====== Dataset records
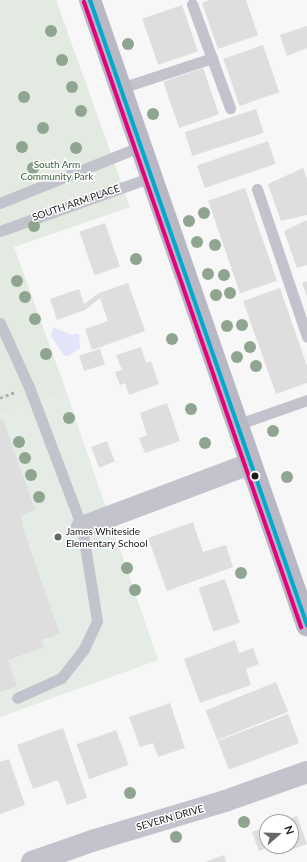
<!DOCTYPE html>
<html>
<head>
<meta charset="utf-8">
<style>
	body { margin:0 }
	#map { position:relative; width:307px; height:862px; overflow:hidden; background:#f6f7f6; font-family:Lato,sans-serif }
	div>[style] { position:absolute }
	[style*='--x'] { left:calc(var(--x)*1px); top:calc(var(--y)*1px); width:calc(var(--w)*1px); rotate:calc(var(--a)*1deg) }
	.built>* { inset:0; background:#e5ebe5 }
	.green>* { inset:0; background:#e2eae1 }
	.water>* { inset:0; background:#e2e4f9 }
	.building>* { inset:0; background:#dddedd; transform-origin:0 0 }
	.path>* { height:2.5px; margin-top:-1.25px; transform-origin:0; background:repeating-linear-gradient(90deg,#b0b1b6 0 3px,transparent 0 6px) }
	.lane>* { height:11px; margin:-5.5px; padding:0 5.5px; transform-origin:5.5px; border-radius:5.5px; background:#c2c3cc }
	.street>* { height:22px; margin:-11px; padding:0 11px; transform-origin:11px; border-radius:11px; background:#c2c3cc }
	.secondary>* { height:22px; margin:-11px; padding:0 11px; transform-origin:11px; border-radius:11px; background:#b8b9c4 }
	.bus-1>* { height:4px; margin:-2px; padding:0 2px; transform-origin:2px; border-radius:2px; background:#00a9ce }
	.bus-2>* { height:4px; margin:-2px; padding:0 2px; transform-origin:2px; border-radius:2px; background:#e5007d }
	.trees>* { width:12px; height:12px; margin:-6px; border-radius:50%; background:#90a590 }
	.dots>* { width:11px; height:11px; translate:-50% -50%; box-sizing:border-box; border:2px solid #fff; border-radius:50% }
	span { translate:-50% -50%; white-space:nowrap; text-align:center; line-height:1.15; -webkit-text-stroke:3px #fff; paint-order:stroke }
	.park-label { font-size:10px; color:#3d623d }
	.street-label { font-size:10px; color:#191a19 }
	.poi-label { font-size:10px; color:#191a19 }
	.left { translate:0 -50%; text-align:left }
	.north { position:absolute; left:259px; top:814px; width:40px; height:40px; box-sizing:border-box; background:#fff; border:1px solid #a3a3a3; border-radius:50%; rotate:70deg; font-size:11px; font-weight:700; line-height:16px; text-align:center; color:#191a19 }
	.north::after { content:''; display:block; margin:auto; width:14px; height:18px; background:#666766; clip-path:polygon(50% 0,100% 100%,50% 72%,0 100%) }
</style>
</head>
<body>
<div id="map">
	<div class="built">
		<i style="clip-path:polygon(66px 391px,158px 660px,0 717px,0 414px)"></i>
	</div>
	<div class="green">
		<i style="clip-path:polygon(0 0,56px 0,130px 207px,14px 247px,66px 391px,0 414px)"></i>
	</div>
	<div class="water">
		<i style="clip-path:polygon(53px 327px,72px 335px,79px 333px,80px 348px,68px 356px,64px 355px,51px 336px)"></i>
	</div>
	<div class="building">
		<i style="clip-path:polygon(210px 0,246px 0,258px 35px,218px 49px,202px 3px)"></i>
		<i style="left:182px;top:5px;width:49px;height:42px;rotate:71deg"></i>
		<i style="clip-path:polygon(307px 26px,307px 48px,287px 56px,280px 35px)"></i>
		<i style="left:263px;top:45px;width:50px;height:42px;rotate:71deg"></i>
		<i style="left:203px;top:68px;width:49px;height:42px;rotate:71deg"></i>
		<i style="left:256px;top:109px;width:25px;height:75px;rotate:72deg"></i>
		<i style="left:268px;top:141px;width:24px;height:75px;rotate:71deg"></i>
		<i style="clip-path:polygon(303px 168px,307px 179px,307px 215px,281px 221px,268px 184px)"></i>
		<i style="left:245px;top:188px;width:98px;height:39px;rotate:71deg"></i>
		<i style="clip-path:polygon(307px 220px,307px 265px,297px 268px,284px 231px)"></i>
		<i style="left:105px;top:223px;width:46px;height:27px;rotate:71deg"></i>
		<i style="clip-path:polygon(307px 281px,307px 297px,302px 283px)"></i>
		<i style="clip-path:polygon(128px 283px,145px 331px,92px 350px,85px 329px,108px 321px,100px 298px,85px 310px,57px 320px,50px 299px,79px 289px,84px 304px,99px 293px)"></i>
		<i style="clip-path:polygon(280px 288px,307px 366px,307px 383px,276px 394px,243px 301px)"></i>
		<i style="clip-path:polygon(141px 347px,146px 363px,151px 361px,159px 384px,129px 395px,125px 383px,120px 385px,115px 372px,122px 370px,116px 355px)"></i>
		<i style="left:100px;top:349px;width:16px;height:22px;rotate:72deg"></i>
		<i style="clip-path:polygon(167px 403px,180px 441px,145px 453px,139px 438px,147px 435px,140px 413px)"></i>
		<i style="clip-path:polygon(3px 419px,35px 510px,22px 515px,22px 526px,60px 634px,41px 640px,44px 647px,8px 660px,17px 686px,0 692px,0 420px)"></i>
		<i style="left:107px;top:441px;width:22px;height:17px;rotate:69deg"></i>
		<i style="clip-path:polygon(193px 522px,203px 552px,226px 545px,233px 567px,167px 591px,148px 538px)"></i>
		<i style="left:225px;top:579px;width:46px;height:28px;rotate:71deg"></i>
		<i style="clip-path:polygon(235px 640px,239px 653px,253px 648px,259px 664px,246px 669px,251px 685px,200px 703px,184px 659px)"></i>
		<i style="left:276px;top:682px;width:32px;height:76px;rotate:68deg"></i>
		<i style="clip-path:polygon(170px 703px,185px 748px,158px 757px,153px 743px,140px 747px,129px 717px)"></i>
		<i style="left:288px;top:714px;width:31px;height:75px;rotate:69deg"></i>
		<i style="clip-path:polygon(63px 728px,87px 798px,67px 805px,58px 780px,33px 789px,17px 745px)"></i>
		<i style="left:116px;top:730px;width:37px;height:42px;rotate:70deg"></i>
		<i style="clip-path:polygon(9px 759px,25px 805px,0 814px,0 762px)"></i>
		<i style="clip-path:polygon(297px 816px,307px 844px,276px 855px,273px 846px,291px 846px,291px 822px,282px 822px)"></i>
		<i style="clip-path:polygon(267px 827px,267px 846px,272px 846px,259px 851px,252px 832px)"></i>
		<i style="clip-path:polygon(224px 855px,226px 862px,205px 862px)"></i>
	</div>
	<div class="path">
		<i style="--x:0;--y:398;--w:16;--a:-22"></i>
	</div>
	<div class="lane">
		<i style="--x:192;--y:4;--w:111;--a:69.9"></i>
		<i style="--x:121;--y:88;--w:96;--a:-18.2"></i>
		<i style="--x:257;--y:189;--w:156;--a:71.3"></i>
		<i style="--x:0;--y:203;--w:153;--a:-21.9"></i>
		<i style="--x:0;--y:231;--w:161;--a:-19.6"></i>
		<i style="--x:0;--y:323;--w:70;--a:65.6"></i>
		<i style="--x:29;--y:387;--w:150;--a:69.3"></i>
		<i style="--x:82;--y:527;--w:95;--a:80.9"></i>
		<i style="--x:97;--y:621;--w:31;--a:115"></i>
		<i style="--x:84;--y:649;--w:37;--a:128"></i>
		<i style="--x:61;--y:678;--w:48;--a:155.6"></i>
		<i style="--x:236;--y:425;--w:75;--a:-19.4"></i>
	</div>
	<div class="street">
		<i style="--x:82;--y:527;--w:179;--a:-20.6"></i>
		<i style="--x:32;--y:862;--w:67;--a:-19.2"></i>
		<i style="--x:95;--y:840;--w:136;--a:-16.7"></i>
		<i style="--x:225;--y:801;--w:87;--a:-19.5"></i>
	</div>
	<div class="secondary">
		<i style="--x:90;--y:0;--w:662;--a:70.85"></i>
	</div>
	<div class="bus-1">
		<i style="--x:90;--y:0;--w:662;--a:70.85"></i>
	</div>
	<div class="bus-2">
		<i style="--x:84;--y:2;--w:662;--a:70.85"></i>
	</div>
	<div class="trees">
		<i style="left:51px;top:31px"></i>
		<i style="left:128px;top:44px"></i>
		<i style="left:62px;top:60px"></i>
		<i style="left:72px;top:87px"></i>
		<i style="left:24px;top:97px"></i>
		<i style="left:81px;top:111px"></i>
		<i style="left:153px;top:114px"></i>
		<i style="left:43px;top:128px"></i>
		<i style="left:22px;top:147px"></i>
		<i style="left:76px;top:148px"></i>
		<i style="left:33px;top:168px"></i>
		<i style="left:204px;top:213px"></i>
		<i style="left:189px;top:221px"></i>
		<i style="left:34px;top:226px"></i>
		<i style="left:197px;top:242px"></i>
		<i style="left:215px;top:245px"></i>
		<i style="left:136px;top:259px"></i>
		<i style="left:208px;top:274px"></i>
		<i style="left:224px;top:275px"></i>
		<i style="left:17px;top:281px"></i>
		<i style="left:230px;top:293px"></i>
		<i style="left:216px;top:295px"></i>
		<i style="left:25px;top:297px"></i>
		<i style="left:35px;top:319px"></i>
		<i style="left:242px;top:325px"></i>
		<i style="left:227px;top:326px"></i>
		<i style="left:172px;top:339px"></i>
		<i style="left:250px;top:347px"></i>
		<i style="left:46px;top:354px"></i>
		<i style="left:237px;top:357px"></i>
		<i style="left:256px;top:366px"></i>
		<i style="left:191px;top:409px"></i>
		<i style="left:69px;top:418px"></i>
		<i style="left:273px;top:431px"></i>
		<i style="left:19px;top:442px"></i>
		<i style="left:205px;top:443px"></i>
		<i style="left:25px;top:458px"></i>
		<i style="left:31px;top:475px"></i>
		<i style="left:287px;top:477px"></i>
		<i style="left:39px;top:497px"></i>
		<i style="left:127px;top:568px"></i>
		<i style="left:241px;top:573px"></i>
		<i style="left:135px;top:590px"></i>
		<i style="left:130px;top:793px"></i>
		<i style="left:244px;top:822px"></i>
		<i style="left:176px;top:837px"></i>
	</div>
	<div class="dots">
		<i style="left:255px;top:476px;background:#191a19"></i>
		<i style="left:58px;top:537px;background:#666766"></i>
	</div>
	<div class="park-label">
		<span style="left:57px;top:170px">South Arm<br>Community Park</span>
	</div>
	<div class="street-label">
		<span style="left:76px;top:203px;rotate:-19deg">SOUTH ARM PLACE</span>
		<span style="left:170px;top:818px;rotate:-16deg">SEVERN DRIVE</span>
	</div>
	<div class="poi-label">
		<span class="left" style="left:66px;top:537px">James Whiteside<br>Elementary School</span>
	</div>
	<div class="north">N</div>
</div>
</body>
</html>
============
**Work to be completed:**
Leave out the pictures and repeat exactly the lines from the first line of the data through the line containing "height:11px; margin:-5.5px; padding:0". Add nothing else.

**Solution to this exercise:**
<!DOCTYPE html>
<html>
<head>
<meta charset="utf-8">
<style>
	body { margin:0 }
	#map { position:relative; width:307px; height:862px; overflow:hidden; background:#f6f7f6; font-family:Lato,sans-serif }
	div>[style] { position:absolute }
	[style*='--x'] { left:calc(var(--x)*1px); top:calc(var(--y)*1px); width:calc(var(--w)*1px); rotate:calc(var(--a)*1deg) }
	.built>* { inset:0; background:#e5ebe5 }
	.green>* { inset:0; background:#e2eae1 }
	.water>* { inset:0; background:#e2e4f9 }
	.building>* { inset:0; background:#dddedd; transform-origin:0 0 }
	.path>* { height:2.5px; margin-top:-1.25px; transform-origin:0; background:repeating-linear-gradient(90deg,#b0b1b6 0 3px,transparent 0 6px) }
	.lane>* { height:11px; margin:-5.5px; padding:0 5.5px; transform-origin:5.5px; border-radius:5.5px; background:#c2c3cc }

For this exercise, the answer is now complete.